━━━━━ Extracted entries

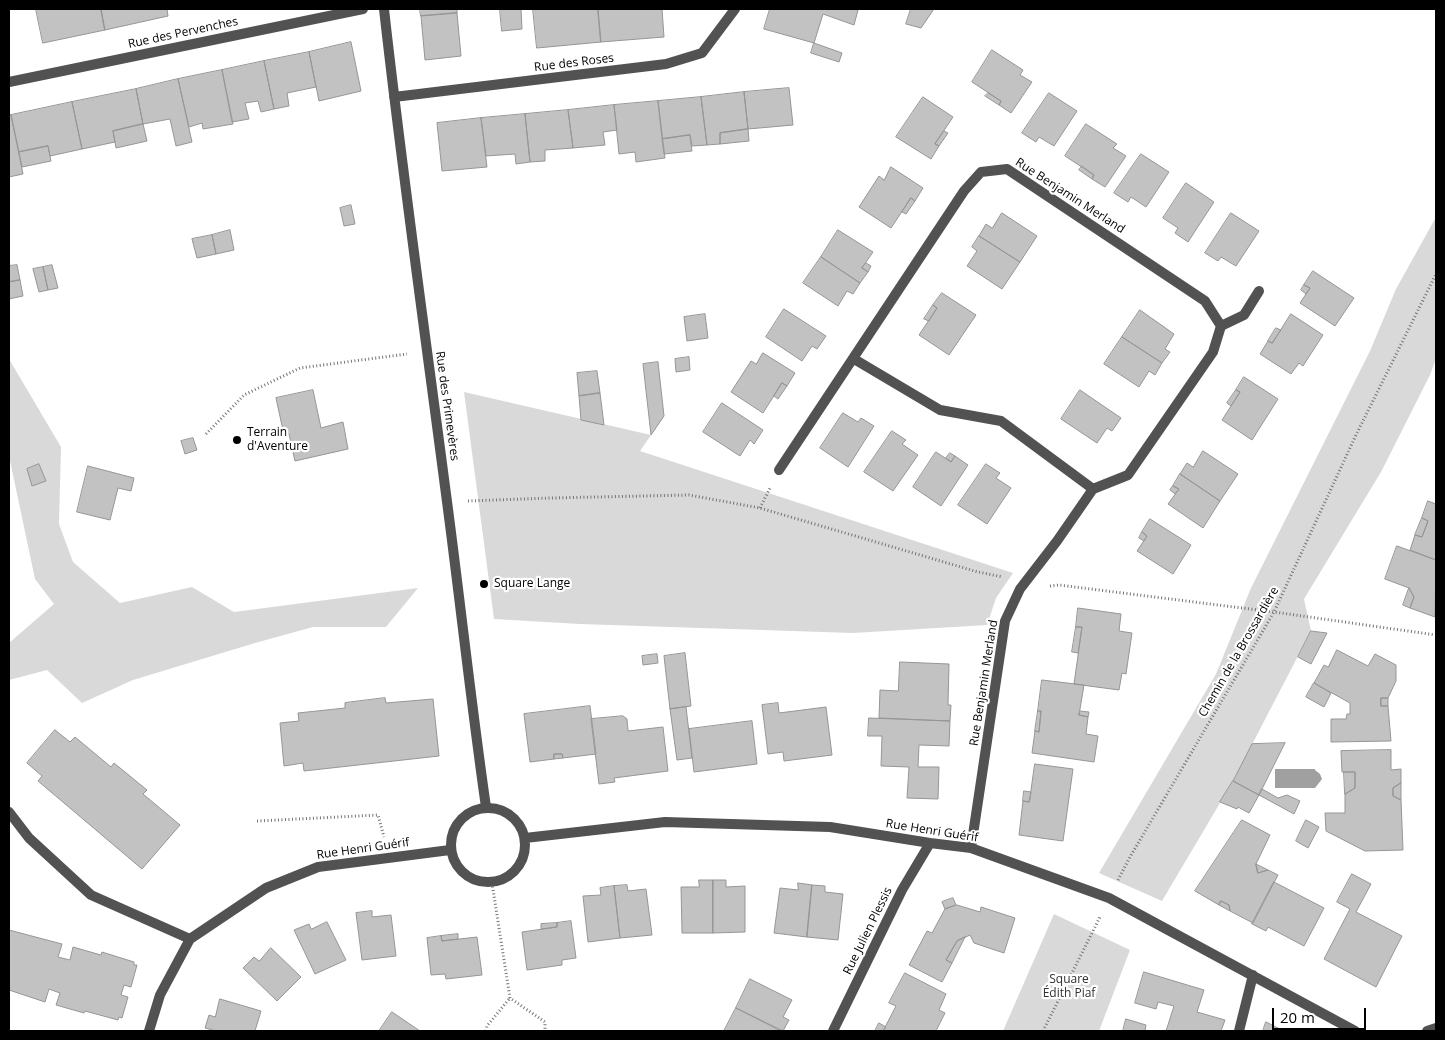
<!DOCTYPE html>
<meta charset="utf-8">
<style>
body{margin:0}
#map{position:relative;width:1445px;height:1040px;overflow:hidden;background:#fff;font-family:"Open Sans",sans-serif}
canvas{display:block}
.frame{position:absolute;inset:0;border:10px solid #000;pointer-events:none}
.scale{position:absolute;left:1272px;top:1008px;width:94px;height:22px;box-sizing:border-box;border:2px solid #000;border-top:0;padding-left:6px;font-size:15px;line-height:18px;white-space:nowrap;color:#000;-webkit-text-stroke:4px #fff;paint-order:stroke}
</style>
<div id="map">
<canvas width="1445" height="1040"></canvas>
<div class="frame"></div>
<div class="scale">20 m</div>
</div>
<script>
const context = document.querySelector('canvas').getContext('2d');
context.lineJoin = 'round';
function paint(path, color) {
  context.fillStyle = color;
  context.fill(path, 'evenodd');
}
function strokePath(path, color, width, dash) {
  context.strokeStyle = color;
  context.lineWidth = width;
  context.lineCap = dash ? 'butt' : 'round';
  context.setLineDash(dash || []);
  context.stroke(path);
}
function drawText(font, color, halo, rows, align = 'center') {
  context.font = font + ' "Open Sans",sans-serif';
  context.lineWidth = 4.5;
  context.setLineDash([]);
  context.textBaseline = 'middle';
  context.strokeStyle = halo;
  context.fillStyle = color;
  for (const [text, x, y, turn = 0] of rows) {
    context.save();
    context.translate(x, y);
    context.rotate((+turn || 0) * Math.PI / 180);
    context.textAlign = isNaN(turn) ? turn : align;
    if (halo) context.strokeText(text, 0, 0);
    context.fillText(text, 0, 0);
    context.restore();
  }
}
const green = new Path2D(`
 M1436 217V359L1430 375 1381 472 1304 599 1311 631 1233 781 1162 901 1099 873 1216 674 1251 588 1370 351 1396 289Z
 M9 359 61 447 59 524 73 562 120 603 192 587 234 612 418 588 386 627H313L255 643 133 680 82 703 47 670 9 680V643L54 604 35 579 9 456Z
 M464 392 651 435 640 451 1013 573 996 598 987 625 853 633 580 624 494 619Z
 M1054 914 1130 950 1099 1031H1003Z`);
const water = new Path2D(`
 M1275 769H1315V770L1320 774 1322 779 1315 788H1275Z`);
const building = new Path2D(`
 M36 9H101L105 30 43 43Z
 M101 9H167L168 16 105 30Z
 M420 9H457V13L421 16Z
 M500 9H521L522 29 502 31Z
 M533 9H598L601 42 537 48Z
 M598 9H662L664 37 601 42Z
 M770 9H853L858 10 854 25 823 14 814 43 764 29Z
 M911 9H934L921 28 906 24Z
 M457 13 461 56 425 60 421 16Z
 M351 42 361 91 319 101 309 52Z
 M814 43 842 53 839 62 811 53Z
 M992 50 1023 70 1020 75 1032 82 1011 113 999 105 1001 101 972 82Z
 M309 52 316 87 287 93 289 106 274 109 264 61Z
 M264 61 274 109 261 112 258 101 245 103 249 119 232 122 222 70Z
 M222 70 233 124 203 129 202 123 189 127 178 79Z
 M178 79 192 142 176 146 170 119 143 124 136 89Z
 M789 88 793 125 748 129 744 92Z
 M136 89 143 124 113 131 115 142 82 149 72 102Z
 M744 92 748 129 720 133V144L707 145 701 97Z
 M988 93 1001 101 999 105 985 96Z
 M1049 93 1077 111 1054 146 1039 137 1036 142 1022 133Z
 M701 97 707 145 692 146 690 135 662 139 658 101Z
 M923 97 953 117 935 144 939 146 931 159 896 137Z
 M658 101 665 158 636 162 635 152 619 154 614 105Z
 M72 102 82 149 50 156 48 146 19 152 11 115Z
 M614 105 617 130 603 132 605 145 573 148 568 110Z
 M568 110 573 148 545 150V161L530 162 525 114Z
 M525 114 530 162 516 164 515 154 486 156 481 118Z
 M11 115 23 174 9 177V116Z
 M481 118 487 167 442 171 437 123Z
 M143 124 147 141 116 148 113 131Z
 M1086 124 1117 144 1113 148 1126 156 1105 187 1092 179 1094 175 1065 156Z
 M748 129 749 141 720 144V133Z
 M944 131 948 133 939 146 935 144Z
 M690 135 692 151 664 154 662 139Z
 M48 146 51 161 22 167 19 152Z
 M1141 154 1169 172 1146 207 1131 197 1128 202 1114 193Z
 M1082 166 1094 175 1092 179 1079 170Z
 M891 167 923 188 915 201 911 198 891 228 859 207 879 176 884 180Z
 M1186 183 1214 202 1188 242 1175 233 1178 228 1163 218Z
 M911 198 915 201 906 214 902 212Z
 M351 205 355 224 344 226 340 208Z
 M1002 213 1037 236 1020 262 979 236 986 224 992 228Z
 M1231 213 1259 231 1236 266 1221 257 1218 261 1205 253Z
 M230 230 234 250 216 254 212 235Z
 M838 230 873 252 862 268 868 272 860 283 821 257Z
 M212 235 216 254 197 258 192 239Z
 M979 236 1020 262 1002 289 967 266 977 251 972 247Z
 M821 257 860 283 853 294 847 291 838 306 803 283Z
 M866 263 871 266 868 272 862 268Z
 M17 265 20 280 9 282V266Z
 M52 265 58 288 48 290 43 267Z
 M43 267 48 290 39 292 33 269Z
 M1313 271 1354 298 1335 326 1300 303 1310 288 1304 285Z
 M20 280 23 296 9 299V282Z
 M1304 285 1310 288 1306 294 1301 290Z
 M942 293 976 315 949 355 919 335 937 308 933 305Z
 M933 305 937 308 929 321 924 319Z
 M784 309 826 336 817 349 812 346 802 361 766 337Z
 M1140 310 1174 334 1165 349 1170 352 1162 363 1122 337Z
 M705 314 708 338 687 341 684 317Z
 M1291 314 1323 335 1303 366 1299 363 1291 374 1260 354 1268 341 1272 343Z
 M1276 328 1281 330 1272 343 1268 341Z
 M1122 337 1162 363 1155 375 1149 371 1139 387 1104 364Z
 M763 353 795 373 787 386 782 383 763 413 731 392 751 361 756 364Z
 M689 357 690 370 676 372 675 359Z
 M658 362 664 416 651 435 643 364Z
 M597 371 600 393 579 396 577 373Z
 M1244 377 1278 399 1252 440 1222 420 1240 392 1236 390Z
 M782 383 787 386 778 399 774 396Z
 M313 390 321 428 343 422 348 449 295 461 289 434 284 435 276 398Z
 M1080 390 1121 418 1112 431 1107 428 1097 443 1061 419Z
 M1236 390 1240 392 1231 406 1227 403Z
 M600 393 604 425 581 420 579 396Z
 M722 403 763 430 754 444 750 440 740 456 703 432Z
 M843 413 858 422 861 418 874 426 848 467 820 448Z
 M892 431 906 440 902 444 918 455 893 491 864 472Z
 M193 438 197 450 185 454 181 441Z
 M1203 451 1238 474 1220 501 1180 474 1187 463 1193 467Z
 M936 452 951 462 955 456 968 465 941 506 913 487Z
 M950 453 955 456 951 462 946 458Z
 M39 464 46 481 32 486 27 469Z
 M986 464 1000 473 996 478 1011 488 987 524 958 505Z
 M88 466 134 478 131 491 118 488 110 520 77 512Z
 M1180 474 1220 501 1203 528 1168 504 1179 489 1173 486Z
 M1173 486 1179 489 1175 494 1170 490Z
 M1428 501 1436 504V560L1410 550 1415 535 1422 537 1428 521 1422 518Z
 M1422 518 1428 521 1422 537 1415 535Z
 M1150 519 1191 545 1173 574 1137 551 1147 536 1142 532Z
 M1142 532 1147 536 1144 541 1139 538Z
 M1397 546 1436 560 1435 617 1410 608 1414 597 1409 588 1385 579Z
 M1409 588 1414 597 1410 608 1403 605Z
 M1078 608 1121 614 1119 631 1132 633 1126 674 1122 673 1119 690 1074 684 1082 627H1076Z
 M1076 627H1082L1078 653 1072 652Z
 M1311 631 1327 633 1311 664 1298 657Z
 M1337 650 1368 666 1375 654 1396 665V681L1388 698H1381V706H1388L1391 741 1331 742V719H1346L1347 714H1350V703L1314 683 1324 665 1328 667Z
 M685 653 691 706 670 709 664 656Z
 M657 654 658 663 643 665 642 656Z
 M900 662 949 664 948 705H951L950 721 879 718 880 690 898 691Z
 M1042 680 1084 685 1079 715 1088 717 1086 734 1098 736 1094 762 1032 753 1035 731 1039 732 1041 711H1038Z
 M1314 683 1331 693 1324 707 1306 697Z
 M385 698 386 703 433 699 439 756 304 771 303 763 284 766 280 723 299 721 298 713 345 708V703Z
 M1381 698H1388V706H1381Z
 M778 703 779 713 826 707 832 755 784 761 783 752 768 754 762 705Z
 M590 706 596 754 563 758 562 754H554V759L530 762 524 714Z
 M686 707 692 758 677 760 670 709Z
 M1038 711H1041L1039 732 1035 731Z
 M1080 711 1089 712 1088 717 1079 715Z
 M623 716 627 719 628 731 663 727 668 771 614 778 615 782 599 784 591 719Z
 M869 718 950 721 949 746 919 745 918 767H939L938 799 907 798 909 767 881 766 882 736H868Z
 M752 721 757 764 694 772 689 729Z
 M55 730 70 742 75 737 111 767 114 763 147 790 143 794 180 825 142 869 38 781 42 776 27 763Z
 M1285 743 1259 795 1233 781 1252 744Z
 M1391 750V770L1401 769V783L1393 788V796L1401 800 1403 850 1365 851 1326 831 1325 813H1345V794L1355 788V772H1342L1341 751Z
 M554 754H562L563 758 554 759Z
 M1035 764 1073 769 1063 841 1019 835 1023 801 1029 802Z
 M1344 772H1355V788L1345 794Z
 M1233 781 1259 795 1249 813 1238 807 1237 809 1220 802Z
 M1401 783V800L1393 796V788Z
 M1262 789 1278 798 1287 795 1300 801 1294 814 1259 795Z
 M1024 791 1031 792 1029 802 1023 801Z
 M1242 820 1270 835 1256 864 1258 873 1268 870 1278 875 1253 923 1230 911 1229 905 1221 901 1219 905 1195 891Z
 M1306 820 1319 827 1308 848 1296 841Z
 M1256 864 1268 870 1258 873Z
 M1352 874 1371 884 1356 912 1402 936 1376 987 1324 959 1350 909 1337 902Z
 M699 880H713V933H682L681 887H699Z
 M713 880H726V887L745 886V932L713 933Z
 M1274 882 1324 908 1304 946 1268 927 1266 931 1252 924Z
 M798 883 812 885 807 937 774 933 780 888 798 890Z
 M627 885 628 891 646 889 652 935 620 938 614 886Z
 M812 885 825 886V892L843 894 838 940 807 937Z
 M614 886 620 938 588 942 583 896 601 895 600 888Z
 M953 898 956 905 945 909 942 902Z
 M1221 901 1229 905 1230 911 1219 905Z
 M957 905 980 912 981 907 1015 918 1004 953 974 943 970 935 957 941 946 960 952 963 942 982 909 965 927 931 932 933 945 909Z
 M372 911V917L391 915 396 956 362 960 356 913Z
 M571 921 576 958 562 960V965L527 970 522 932 557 927V923Z
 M327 922 346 960 315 974 294 930 309 924 311 929Z
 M557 923V927L541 929V924Z
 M9 930 62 944 58 957 70 960 73 947 101 955 102 952 134 962V965H137L131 987 124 985 121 995 128 997 122 1018 119 1017 118 1020 85 1011 84 1013 56 1005 60 993 49 989 45 1002 9 990Z
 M458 934V939L442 941 441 936Z
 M441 936 442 941 477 937 482 975 446 979 445 974 431 975 427 938Z
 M965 937 952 963 946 960 957 941Z
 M271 948 301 977 277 1001 243 968 254 957 259 961Z
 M1144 972 1204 990 1197 1012 1225 1020 1221 1031H1166L1174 1006 1158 1002 1156 1009 1135 1003Z
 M905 973 946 994 939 1010 945 1013 936 1031H883L896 1006 889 1003Z
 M750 979 792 1000 783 1017 789 1020 783 1031 736 1008Z
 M220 999 261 1011 255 1031H216L205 1028 209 1015 215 1017Z
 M736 1008 777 1029 781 1031H724Z
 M392 1012 420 1031H379Z
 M1126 1019 1146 1025 1145 1031H1123Z
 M1266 1022 1284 1031H1263Z
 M879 1023 886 1027 883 1031H875Z`);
const path = new Path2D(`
 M206 434 244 395 300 368 407 354
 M468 501 551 498 689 495 760 508 978 572 1003 577
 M760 508 770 488
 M1050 586 1059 585 1274 612 1436 635
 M257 821 378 815 384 837
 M1118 880 1130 857 1274 612 1356 435 1436 274
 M492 883 510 998 545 1022V1031
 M486 1031 487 1026 510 998
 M1043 1031 1100 917`);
const service = new Path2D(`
 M1221 326 1244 315 1259 291`);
const minor = new Path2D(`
 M384 9C402 171 425 333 446 494 460 599 471 703 486 807
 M9 82 363 9
 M394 97 666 64 702 53 735 9
 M854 359 940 410 1001 421 1093 489
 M779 470 964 191 981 172 1007 169 1205 301 1221 326 1213 352 1128 475 1093 489 1057 541 1020 589 1005 621 971 848
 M451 845a37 37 0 1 1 74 0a37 37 0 1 1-74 0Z
 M9 812 29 838 91 895 190 939
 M525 838 665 822 830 827 930 843 971 848 1109 898 1355 1031
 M149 1031 160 995 190 939 266 888 318 867 450 850
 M833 1031 902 890 930 843
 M1239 1031 1253 975
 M1427 1031 1436 1028`);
const markers = [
 [237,440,5,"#000"],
 [484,584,5,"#000"]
];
const streetNames = [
 ["Rue des Pervenches",183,33,-12],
 ["Rue des Roses",574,63,-7],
 ["Rue Benjamin Merland",1070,196,33],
 ["Rue des Primevères",447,406,82],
 ["Chemin de la Brossardière",1239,652,-60],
 ["Rue Benjamin Merland",984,683,-81],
 ["Rue Henri Guérif",932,831,9],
 ["Rue Henri Guérif",363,849,-8],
 ["Rue Julien Plessis",868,931,-64]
];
const poiNames = [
 ["Terrain",247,433],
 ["d'Aventure",247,447],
 ["Square Lange",494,584]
];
const parkNames = [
 ["Square",1069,980],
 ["Édith Piaf",1069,994]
];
paint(green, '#d9d9d9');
paint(water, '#a0a0a0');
paint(building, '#c2c2c2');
strokePath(building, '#969696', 1);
strokePath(path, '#747474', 3, [1, 2.5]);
strokePath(service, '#525252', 10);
strokePath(minor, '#525252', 10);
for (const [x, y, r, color] of markers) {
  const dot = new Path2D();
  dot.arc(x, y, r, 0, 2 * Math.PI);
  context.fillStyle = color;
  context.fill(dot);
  strokePath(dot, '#fff', 2);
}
drawText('12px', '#000', '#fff', streetNames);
drawText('12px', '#000', '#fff', poiNames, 'left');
drawText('12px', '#303030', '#fff', parkNames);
</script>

━━━━━━━━━━

What you are asked to do ::
Give again, please, precisely the lines that begin the records and run through the line with "context.rotate((+turn || 0)" in it, keeping both end lines and dropping any pictures.

Answer section ::
<!DOCTYPE html>
<meta charset="utf-8">
<style>
body{margin:0}
#map{position:relative;width:1445px;height:1040px;overflow:hidden;background:#fff;font-family:"Open Sans",sans-serif}
canvas{display:block}
.frame{position:absolute;inset:0;border:10px solid #000;pointer-events:none}
.scale{position:absolute;left:1272px;top:1008px;width:94px;height:22px;box-sizing:border-box;border:2px solid #000;border-top:0;padding-left:6px;font-size:15px;line-height:18px;white-space:nowrap;color:#000;-webkit-text-stroke:4px #fff;paint-order:stroke}
</style>
<div id="map">
<canvas width="1445" height="1040"></canvas>
<div class="frame"></div>
<div class="scale">20 m</div>
</div>
<script>
const context = document.querySelector('canvas').getContext('2d');
context.lineJoin = 'round';
function paint(path, color) {
  context.fillStyle = color;
  context.fill(path, 'evenodd');
}
function strokePath(path, color, width, dash) {
  context.strokeStyle = color;
  context.lineWidth = width;
  context.lineCap = dash ? 'butt' : 'round';
  context.setLineDash(dash || []);
  context.stroke(path);
}
function drawText(font, color, halo, rows, align = 'center') {
  context.font = font + ' "Open Sans",sans-serif';
  context.lineWidth = 4.5;
  context.setLineDash([]);
  context.textBaseline = 'middle';
  context.strokeStyle = halo;
  context.fillStyle = color;
  for (const [text, x, y, turn = 0] of rows) {
    context.save();
    context.translate(x, y);
    context.rotate((+turn || 0) * Math.PI / 180);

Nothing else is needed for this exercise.